▶ Task to complete:
Needed from the data below: all lines that contain the word "اصفهانی".

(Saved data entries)
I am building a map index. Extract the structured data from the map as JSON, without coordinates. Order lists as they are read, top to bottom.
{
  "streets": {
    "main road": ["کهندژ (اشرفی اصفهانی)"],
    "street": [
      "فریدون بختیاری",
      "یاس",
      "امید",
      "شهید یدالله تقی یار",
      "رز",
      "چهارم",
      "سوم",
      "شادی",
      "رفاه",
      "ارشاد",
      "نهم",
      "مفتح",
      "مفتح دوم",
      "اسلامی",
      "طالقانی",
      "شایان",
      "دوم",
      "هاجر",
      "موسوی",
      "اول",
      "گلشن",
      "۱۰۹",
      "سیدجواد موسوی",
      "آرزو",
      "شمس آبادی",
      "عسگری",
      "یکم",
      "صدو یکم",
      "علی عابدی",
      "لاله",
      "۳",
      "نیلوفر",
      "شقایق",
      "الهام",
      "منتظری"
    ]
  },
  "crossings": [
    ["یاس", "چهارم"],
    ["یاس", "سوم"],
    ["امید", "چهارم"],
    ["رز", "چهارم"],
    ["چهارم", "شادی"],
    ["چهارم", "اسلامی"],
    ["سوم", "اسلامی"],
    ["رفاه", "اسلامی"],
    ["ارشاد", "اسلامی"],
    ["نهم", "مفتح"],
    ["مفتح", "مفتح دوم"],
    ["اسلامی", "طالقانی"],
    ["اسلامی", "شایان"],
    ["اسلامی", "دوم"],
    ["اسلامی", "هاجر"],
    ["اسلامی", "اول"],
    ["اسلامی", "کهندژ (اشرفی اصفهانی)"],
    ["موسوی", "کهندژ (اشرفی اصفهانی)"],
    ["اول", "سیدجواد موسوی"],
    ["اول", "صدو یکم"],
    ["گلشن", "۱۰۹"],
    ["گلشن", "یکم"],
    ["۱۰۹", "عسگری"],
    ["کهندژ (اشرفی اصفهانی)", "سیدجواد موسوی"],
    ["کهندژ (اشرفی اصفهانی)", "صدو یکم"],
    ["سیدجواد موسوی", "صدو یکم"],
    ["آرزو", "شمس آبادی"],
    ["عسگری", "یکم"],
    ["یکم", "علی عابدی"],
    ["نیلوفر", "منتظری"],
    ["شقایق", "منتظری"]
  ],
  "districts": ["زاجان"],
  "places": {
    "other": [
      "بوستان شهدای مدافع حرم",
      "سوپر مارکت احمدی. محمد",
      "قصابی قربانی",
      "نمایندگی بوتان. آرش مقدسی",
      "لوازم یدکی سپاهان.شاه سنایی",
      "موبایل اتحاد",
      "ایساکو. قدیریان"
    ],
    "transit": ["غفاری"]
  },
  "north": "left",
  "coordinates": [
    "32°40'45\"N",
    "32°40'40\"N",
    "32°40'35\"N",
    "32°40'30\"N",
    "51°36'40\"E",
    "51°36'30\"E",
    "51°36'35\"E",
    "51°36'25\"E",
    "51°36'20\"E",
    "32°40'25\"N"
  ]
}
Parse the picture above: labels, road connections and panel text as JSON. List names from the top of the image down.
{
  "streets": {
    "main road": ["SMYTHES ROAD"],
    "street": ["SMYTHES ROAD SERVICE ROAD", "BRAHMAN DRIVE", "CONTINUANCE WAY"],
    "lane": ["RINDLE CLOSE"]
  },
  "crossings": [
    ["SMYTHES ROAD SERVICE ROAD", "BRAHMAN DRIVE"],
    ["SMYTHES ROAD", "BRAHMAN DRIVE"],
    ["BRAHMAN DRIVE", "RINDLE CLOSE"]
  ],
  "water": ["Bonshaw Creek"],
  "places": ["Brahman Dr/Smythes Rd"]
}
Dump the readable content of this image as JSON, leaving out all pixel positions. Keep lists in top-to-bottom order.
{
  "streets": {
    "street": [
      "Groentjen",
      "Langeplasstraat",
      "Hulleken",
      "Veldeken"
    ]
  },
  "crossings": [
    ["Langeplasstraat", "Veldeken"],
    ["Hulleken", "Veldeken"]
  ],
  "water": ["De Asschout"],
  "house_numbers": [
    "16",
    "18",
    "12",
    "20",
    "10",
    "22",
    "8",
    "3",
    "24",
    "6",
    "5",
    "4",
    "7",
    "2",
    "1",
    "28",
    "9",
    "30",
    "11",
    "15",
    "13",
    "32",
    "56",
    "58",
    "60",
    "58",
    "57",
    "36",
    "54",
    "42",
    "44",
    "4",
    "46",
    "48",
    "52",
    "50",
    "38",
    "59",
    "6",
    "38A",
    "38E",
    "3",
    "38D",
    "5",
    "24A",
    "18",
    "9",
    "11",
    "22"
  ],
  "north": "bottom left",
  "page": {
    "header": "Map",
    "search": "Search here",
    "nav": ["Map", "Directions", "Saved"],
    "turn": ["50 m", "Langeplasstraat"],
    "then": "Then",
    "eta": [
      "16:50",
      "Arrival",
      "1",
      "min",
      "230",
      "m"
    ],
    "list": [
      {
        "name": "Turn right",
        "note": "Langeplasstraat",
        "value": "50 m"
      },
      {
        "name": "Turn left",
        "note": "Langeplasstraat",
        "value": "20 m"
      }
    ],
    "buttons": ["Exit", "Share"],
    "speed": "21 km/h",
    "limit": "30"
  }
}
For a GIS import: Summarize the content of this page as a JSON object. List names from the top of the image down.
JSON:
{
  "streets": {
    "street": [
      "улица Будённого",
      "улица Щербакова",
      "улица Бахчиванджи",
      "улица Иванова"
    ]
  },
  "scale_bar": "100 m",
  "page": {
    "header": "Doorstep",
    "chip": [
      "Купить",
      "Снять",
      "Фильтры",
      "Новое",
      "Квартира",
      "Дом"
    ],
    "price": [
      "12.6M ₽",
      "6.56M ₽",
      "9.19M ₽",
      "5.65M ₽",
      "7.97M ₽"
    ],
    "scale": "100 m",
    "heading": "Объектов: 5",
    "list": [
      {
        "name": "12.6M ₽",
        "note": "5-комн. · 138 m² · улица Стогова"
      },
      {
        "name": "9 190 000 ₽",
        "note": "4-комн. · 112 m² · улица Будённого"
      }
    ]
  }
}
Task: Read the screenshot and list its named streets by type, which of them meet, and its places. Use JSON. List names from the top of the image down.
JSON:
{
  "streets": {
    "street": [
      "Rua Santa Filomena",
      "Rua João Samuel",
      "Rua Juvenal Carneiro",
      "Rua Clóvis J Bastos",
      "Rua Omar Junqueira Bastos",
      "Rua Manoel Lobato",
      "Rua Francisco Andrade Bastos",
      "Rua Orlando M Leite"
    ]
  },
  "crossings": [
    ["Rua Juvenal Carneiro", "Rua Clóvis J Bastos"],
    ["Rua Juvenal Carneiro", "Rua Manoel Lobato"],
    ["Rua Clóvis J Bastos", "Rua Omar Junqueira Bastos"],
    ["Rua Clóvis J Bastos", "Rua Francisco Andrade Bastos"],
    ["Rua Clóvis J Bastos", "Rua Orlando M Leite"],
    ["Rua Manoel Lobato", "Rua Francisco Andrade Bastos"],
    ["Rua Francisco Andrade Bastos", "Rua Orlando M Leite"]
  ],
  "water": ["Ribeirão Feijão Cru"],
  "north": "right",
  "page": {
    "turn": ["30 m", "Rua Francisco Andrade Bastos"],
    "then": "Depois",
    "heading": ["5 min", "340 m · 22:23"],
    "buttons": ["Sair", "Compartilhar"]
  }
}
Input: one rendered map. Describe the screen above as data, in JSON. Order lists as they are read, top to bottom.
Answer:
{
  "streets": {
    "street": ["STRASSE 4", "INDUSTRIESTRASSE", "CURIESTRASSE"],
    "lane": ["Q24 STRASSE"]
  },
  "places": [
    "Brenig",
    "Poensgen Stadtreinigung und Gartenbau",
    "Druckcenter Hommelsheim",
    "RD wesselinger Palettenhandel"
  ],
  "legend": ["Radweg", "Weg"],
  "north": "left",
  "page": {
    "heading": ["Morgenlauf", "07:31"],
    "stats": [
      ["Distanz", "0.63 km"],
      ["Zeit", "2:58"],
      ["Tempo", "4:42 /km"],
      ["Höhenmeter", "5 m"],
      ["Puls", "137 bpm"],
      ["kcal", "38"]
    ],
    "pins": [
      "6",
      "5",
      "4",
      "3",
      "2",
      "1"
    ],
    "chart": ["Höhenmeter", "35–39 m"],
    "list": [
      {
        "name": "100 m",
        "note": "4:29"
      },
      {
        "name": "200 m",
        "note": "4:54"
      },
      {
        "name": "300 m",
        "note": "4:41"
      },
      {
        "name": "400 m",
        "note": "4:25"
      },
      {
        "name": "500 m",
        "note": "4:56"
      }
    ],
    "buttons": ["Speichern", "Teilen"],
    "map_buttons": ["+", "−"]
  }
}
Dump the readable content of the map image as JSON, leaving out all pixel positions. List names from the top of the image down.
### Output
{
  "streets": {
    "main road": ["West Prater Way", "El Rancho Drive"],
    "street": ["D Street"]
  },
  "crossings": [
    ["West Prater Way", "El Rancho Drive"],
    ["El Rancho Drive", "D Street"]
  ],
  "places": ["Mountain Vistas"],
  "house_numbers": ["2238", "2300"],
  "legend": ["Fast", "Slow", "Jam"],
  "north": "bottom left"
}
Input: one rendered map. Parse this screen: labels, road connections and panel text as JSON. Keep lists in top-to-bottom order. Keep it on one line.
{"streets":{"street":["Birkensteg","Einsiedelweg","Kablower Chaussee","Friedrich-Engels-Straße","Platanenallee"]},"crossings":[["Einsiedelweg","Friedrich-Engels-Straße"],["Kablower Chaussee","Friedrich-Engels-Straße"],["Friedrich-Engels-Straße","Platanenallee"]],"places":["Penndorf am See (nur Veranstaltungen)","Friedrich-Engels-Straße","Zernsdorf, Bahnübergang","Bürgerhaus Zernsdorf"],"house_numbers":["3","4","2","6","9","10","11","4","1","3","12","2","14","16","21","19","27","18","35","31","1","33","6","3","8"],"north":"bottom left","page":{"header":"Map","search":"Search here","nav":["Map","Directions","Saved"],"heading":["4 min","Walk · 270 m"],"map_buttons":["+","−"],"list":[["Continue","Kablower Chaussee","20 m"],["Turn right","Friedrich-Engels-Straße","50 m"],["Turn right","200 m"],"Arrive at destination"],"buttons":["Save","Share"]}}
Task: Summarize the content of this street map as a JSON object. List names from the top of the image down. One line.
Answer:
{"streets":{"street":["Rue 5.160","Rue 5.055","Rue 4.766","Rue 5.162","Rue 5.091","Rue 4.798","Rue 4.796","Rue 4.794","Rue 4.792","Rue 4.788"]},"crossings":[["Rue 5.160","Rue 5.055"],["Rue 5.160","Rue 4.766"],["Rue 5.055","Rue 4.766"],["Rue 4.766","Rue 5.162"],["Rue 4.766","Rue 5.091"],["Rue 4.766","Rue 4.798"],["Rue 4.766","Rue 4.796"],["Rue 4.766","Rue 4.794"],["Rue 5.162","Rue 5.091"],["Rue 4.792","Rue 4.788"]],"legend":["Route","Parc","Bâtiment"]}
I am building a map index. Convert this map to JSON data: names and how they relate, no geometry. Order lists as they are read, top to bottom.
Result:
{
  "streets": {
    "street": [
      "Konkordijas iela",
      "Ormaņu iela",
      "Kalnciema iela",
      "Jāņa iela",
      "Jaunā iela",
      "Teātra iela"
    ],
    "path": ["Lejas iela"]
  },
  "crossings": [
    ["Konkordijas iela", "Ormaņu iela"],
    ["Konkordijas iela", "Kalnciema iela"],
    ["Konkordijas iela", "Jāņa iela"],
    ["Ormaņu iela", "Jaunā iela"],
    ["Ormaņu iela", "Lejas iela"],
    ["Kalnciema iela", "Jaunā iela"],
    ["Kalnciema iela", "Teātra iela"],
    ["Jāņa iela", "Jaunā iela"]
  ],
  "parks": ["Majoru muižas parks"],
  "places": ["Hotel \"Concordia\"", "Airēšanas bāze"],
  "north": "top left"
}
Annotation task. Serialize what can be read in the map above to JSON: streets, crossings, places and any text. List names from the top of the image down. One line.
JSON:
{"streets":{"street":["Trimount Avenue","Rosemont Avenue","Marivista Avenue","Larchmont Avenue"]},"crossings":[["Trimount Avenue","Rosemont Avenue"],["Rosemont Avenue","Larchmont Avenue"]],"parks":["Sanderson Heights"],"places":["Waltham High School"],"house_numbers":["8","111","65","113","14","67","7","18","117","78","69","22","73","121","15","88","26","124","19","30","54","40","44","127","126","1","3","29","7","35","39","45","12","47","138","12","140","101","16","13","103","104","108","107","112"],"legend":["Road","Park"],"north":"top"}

▶ Answer area:
    "main road": ["کهندژ (اشرفی اصفهانی)"],
    ["اسلامی", "کهندژ (اشرفی اصفهانی)"],
    ["موسوی", "کهندژ (اشرفی اصفهانی)"],
    ["کهندژ (اشرفی اصفهانی)", "سیدجواد موسوی"],
    ["کهندژ (اشرفی اصفهانی)", "صدو یکم"],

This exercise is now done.